Dr. Kolluri: Assuming you’ve algorithmically decided the perforator needs to be treated, and it is timed properly with respect to any other treatment that might be necessary, do you administer adjunctive foam in cases involving perforators? If so, is your postprocedural compression any different with and without foam?
Dr. Elias: Most of the time, I’m ablating the perforator thermally and then using foam for the varicosities, so patients will be in compression anyway. In patients with advanced disease, I have them go back to utilizing the compression they previously had been, but if I’ve used foam, I keep them in continuous compression day and night, except for showering, for 3 to 5 days before returning to normal compression. I would also note that it can be dangerous to directly access the perforator if you’re using foam because you might also access the accompanying artery. If you inject the accompanying artery, you’ll get very significant skin necrosis in that area.

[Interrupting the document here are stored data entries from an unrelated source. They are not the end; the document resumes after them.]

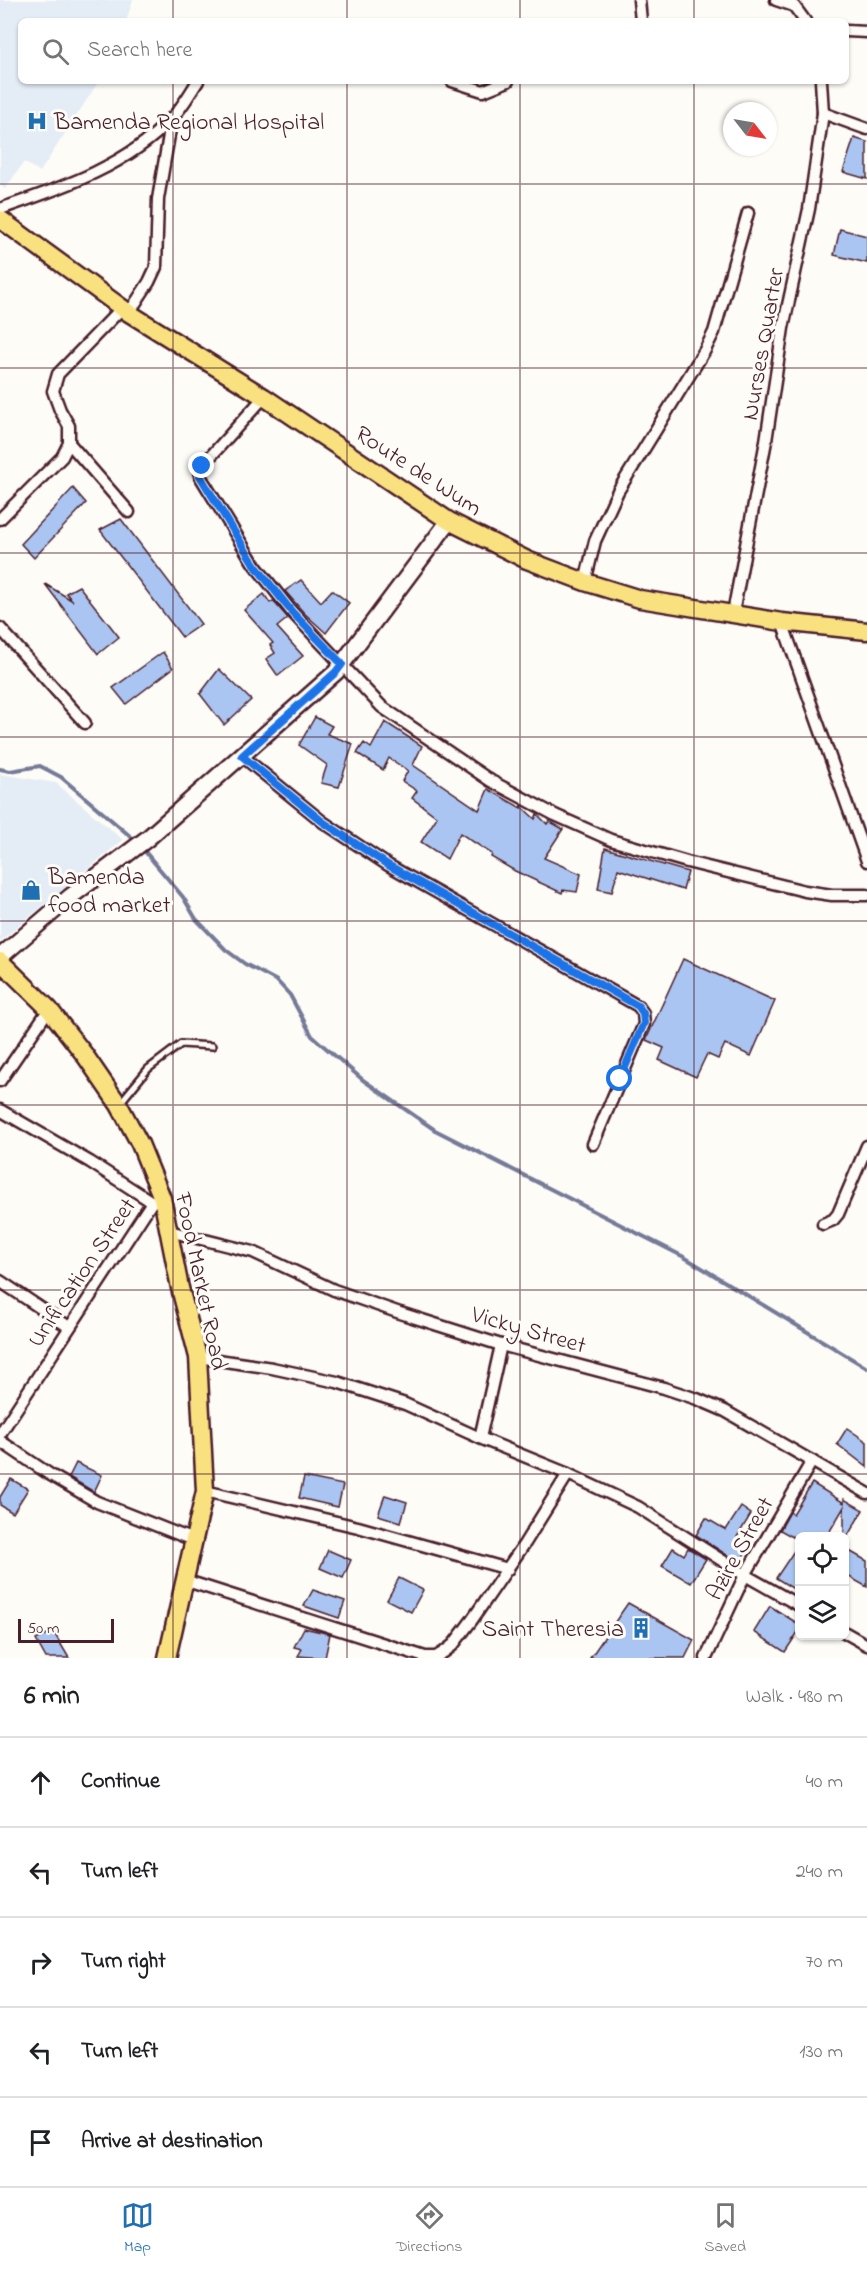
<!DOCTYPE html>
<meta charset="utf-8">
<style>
:root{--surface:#fff;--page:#f2f2f2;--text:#202124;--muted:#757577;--line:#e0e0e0;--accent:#1f6fb2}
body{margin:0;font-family:"Indie Flower",sans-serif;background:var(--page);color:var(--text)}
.controls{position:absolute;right:18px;bottom:18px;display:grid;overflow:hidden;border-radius:9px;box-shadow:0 2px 4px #0004}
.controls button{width:54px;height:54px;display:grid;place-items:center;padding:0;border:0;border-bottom:2px solid var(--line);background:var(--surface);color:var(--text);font:30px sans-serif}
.compass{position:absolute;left:723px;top:102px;width:54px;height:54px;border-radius:50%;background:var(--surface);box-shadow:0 2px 4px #0004;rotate:121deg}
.scale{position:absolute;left:18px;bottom:15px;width:96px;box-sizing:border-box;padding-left:6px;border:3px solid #4a1f2b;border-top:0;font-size:16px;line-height:21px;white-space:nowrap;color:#4a1f2b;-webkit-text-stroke:4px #fdfcf7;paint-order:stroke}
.stop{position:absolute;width:18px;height:18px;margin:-14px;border:4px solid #1a73e8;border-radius:50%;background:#fff}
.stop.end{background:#1a73e8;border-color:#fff;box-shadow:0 2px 6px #0008}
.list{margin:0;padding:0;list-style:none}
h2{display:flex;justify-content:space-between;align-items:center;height:78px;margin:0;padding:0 24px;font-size:26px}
h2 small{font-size:20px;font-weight:400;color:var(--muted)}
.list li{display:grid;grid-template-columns:39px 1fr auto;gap:18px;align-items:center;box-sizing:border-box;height:90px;padding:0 24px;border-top:2px solid var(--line)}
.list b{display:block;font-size:22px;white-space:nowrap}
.list em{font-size:20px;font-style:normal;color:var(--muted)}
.icon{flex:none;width:33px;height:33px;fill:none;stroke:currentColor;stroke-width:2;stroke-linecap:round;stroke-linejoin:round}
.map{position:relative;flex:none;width:867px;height:1658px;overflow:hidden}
.search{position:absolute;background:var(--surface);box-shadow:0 2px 4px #0004;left:18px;right:18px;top:18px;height:66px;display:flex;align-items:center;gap:15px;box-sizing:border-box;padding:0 21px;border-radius:9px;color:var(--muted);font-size:22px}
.sheet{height:528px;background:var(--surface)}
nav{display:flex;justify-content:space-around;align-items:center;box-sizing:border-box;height:84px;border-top:2px solid var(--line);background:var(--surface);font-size:16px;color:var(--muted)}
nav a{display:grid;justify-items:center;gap:3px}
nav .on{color:var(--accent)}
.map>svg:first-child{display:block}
.built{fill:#e4ecf6}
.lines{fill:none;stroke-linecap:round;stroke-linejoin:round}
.stream{stroke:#757a97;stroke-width:4}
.building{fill:#aac5f2;stroke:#4a1f2b;stroke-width:1.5}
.service-casing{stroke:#4a1f2b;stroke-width:10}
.minor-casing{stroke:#4a1f2b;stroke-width:15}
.secondary-casing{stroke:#4a1f2b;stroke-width:20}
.trunk-casing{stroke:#4a1f2b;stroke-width:21}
.service{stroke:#fdfcf7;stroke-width:5}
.minor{stroke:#fdfcf7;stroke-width:10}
.secondary{stroke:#fdfcf7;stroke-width:15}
.trunk{stroke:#fae180;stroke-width:16}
.route{stroke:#1a73e8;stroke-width:8}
.grid{fill:none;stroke:#4a1f2b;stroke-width:1.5;stroke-opacity:0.55}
.labels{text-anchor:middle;stroke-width:6;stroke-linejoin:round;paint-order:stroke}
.poi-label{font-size:24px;fill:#4a1f2b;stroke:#fdfcf7;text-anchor:start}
.street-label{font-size:24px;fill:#4a1f2b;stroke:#fdfcf7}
</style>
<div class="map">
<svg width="867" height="1658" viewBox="0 0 867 1658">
<rect width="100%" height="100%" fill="#fdfcf7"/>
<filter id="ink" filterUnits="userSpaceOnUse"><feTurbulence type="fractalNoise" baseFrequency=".0167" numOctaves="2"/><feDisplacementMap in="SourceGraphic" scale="12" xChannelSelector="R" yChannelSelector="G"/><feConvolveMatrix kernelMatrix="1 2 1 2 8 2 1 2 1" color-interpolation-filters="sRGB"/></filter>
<g filter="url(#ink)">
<!-- built -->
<g class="built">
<path d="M0,0h133l-7,21h-105v60h78l-59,91 -16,-10 -19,27 -5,-4z"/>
<path d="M0,774l56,9 67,57 -123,101z"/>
</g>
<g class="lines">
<!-- stream -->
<g class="stream">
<path d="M0,769l10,2 30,-5 21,11 76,65"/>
<path d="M142,848l41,49 13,22 30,31 19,14 32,17 13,14 22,41 51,44 72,50 249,127 183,111"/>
</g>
</g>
<!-- building -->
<g class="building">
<path d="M854,138l13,4v37l-24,-7z"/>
<path d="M840,229l27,7v27l-33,-8z"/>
<path d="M73,488l13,15 -52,55 -13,-14z"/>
<path d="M121,519l80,105 -19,13 -82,-107z"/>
<path d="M301,580l20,22 11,-12 17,13 -23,30 -22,-20 -19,-22z"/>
<path d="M45,584l28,17 -7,-8 13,-7 40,51 -21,17z"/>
<path d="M264,594l6,9 3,-2 15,17 -11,9 26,29 -25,20 -12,-17 9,-6 -5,-8 3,-2 -29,-33z"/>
<path d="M163,652l10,16 -47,36 -13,-16z"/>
<path d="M219,669l32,31 -27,25 -24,-31z"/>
<path d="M315,717l17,9 -5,8 26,10 -14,43 -18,-4 6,-18 -28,-20z"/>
<path d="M385,722l37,24 -9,19 66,45 9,-21 33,19v-2l14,13 2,-5 10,10 2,-3 14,8 -19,29 37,16 -4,18 -14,-2 -1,3 -47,-22 -24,-14 1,-3 -32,-21 -13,26 -26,-17 16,-25 -25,-19 5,-7 -15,-10 6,-10 -19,-13 -6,12 -26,-17 7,-10 7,5z"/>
<path d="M605,848l83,24 -5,18 -65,-21 -6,23 -14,-3z"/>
<path d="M683,959l92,42 -24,55 -26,-12 -7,15 -11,-5 -11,23 -37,-17 5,-12 -18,-8z"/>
<path d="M847,1428l20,14v25l-30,-23z"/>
<path d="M76,1463l26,12 -8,17 -25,-15z"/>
<path d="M304,1477l39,8 -5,22 -39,-9z"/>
<path d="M11,1479l17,10 -15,24 -13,-8v-8z"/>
<path d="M812,1483l32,20v-4l19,11 -19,32v-35l-17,29h-27v5l-20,-11 10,-18 3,2z"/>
<path d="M385,1495l22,7 -6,20 -23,-7z"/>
<path d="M741,1507l10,7 -14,23 13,8 -11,18 -43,-28 10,-17 20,12z"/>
<path d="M800,1542v51l-24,-15z"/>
<path d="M673,1548l11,7 4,-7 18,11 -15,24 -29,-17z"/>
<path d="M844,1548l23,13v26l-23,-13z"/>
<path d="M328,1550l23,10 -8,18 -23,-10z"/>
<path d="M399,1578l24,12 -12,22 -24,-12z"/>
<path d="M313,1590l32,11 -6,17 -35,-12z"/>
<path d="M628,1603l66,37 -9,18h-95z"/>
<path d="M770,1606l30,19v4l-15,23 -31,-20z"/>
<path d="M304,1628l26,6 -5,24 -27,-2 4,-7 -8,-2z"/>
<path d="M53,1631l16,27h-23l-10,-18z"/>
</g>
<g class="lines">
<!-- service casing -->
<g class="service-casing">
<path id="service" d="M120,1103l28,-34 33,-25 31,2"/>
</g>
<!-- minor casing -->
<g class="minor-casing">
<g id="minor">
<path d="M639,0l2,21"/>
<path d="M776,0l18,6 11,15"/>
<path d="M846,31l21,1"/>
<path d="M452,81l31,10 25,-10"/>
<path d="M823,113l44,16"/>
<path d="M0,209c61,-21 126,-42 171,-90 11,-11 19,-26 27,-38"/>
<path d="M129,313l20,-31 7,-15 2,-68 14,-81"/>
<path d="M264,397l-62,69 -2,10 54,88 38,48 90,95 109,74 64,34 56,25 76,22 118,29 27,4h35"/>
<path d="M69,443l60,69"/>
<path d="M0,519l62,-62 7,-14v-17l-9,-16 -7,-19 5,-17 64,-66"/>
<path d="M585,582l10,-41 23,-50 87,-141 9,-18 34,-119"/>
<path d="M733,613l33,-172 17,-113 26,-119 14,-96 -2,-32"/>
<path d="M782,622l85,239"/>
<path d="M0,628l85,95"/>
<path d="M242,756l81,66 65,43 250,141 5,7 1,11 -51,120"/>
<path d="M0,1081l49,-72"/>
<path d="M0,1110l90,52 62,40"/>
<path d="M823,1224l10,-4 5,-6 29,-68"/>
<path d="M169,1231l84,21 81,38 66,23 101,32 163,43 33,11 28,12 142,82"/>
<path d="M0,1281l69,46"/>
<path d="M198,1357l74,11 65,14 68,22 75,34 88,36 70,33 107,68 55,31"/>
<path d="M0,1434l152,-232 10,-4"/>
<path d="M480,1438l21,-93"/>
<path d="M0,1441l49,33 48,28 96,38"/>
<path d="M205,1491l153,36 150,42"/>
<path d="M184,1580l241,77h11l8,-5 9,-7 19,-25 53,-77 43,-69"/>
<path d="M844,1632l23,13"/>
<path d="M706,1658l39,-83 67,-114"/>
</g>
</g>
<!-- secondary casing -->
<g class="secondary-casing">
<path id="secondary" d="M0,957l70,-60 78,-59 188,-166 113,-151"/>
</g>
<!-- trunk casing -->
<g class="trunk-casing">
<g id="trunk">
<path d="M0,219l129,94 135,84 185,124 78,39 58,22 55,17 142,23 85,9"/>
<path d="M0,961l49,48 35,45 35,51 21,39 22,54 18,90 18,69 7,134 -38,167"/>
</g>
</g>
<!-- service -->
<use href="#service" class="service"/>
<!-- minor -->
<use href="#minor" class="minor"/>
<!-- secondary -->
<use href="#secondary" class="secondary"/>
<!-- trunk -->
<use href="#trunk" class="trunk"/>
</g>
</g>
<g class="lines" filter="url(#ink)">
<!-- route -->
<path class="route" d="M202,466l-2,10 54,88 38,48 50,52 -6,8 -94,84 81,66 65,43 250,141 5,7 1,10 -24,56"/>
</g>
<!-- grid -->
<path class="grid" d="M173,0v21M347,0v21M520,0v21M694,0v21M173,81v1577M347,81v1577M520,81v1577M694,81v1577M0,184h867M0,368h867M0,553h867M0,737h867M0,921h867M0,1105h867M0,1290h867M0,1474h867"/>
<!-- icons -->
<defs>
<g id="hospital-bare" transform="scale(1.62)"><path d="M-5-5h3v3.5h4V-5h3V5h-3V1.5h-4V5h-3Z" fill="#1f6fb2" stroke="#fdfcf7" stroke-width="2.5" paint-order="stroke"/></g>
<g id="shop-bare" transform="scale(1.62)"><path d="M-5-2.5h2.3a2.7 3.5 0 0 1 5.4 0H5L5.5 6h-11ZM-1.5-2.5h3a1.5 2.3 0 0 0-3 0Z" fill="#1f6fb2" stroke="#fdfcf7" stroke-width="2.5" paint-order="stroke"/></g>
<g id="building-bare" transform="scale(1.62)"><path d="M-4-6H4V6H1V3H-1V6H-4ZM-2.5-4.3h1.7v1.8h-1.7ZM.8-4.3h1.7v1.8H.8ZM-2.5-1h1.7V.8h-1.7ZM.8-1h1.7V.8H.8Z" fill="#1f6fb2" stroke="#fdfcf7" stroke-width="2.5" paint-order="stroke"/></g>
</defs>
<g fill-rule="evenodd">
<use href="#hospital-bare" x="37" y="121"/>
<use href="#shop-bare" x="31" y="890"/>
<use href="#building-bare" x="641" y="1628"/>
</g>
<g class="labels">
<!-- poi labels -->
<g class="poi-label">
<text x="54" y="129">Bamenda Regional Hospital</text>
<text x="48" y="884">Bamenda<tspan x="48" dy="28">food market</tspan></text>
<text x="624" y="1636" text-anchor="end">Saint Theresia</text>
</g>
<!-- street labels -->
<g class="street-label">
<text transform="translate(762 344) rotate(-80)" y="8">Nurses Quarter</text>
<text transform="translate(419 470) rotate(33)" y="8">Route de Wum</text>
<text transform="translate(81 1272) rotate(-56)" y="8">Unification Street</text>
<text transform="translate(202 1281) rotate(78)" y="8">Food Market Road</text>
<text transform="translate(529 1329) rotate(16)" y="8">Vicky Street</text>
<text transform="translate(739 1548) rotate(-61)" y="8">Azire Street</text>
</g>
</g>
</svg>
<div class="controls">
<button><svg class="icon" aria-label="locate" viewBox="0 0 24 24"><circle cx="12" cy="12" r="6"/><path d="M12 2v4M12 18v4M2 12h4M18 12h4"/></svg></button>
<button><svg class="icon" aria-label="layers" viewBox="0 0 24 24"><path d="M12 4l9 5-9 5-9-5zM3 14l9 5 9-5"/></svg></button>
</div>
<svg class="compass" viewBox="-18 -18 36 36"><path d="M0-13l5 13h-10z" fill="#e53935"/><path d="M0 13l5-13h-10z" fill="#757577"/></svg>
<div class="scale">50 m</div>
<div class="stop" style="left:620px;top:1079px"></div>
<div class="stop end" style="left:202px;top:466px"></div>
<div class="search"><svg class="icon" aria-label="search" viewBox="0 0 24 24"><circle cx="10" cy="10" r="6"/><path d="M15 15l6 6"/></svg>Search here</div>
</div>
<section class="sheet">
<h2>6 min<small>Walk · 480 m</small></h2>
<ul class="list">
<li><svg class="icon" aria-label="ahead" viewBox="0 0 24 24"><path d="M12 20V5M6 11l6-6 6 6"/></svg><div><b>Continue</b></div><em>40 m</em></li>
<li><svg class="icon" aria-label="left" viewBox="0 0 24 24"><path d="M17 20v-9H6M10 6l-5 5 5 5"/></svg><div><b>Turn left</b></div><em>240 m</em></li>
<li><svg class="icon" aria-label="right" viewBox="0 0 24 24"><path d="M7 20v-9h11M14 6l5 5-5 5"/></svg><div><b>Turn right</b></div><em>70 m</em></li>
<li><svg class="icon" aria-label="left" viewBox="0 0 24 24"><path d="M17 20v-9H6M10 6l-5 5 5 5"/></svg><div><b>Turn left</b></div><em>130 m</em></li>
<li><svg class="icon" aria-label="arrive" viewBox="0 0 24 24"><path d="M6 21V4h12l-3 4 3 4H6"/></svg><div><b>Arrive at destination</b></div></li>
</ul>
</section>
<nav>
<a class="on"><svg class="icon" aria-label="map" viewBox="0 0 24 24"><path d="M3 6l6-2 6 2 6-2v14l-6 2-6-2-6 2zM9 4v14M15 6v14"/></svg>Map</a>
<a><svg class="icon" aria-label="directions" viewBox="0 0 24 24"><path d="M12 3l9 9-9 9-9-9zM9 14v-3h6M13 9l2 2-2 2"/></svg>Directions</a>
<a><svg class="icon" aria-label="saved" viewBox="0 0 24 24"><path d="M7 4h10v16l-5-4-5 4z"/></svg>Saved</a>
</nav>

Dr. Fukaya: If there is a large reservoir of veins around the perforator that can build up pressure, you want to obliterate as much as you can with foam. You do not need to be worried about going into to the deep system if you have ablated the perforator. Compression is very important after this, and I will often apply a multilayer wrap or unna boot, especially if they have wounds.
Dr. Kolluri: Conducting clinical trials in patients with advanced disease is challenging, in large part due to the need to collect and assess long-term results, increased interest in patient-reported outcomes, and the difficulties inherent in accounting for the wide variety of factors when randomizing patients, which may require impossibly large numbers of patients to be enrolled. In looking at the big picture, what do we need to see next? What would be most beneficial to address or demonstrate in a trial?
Dr. Elias: I would like to see a trial further exploring the role of maintenance treatment once the initial ulcer or significant dermatitis episode is addressed—what happens if you treat the underlying venous pathology in an ongoing fashion, before the patient progresses to have another ulcer? Can we decrease the ulcer recurrence rate and demonstrate whether the benefits of treating venous disease in a prophylactic manner after the initial ulcer is healed? Many of us are doing this already, but it would be beneficial to show the overall health care cost savings to society and individuals.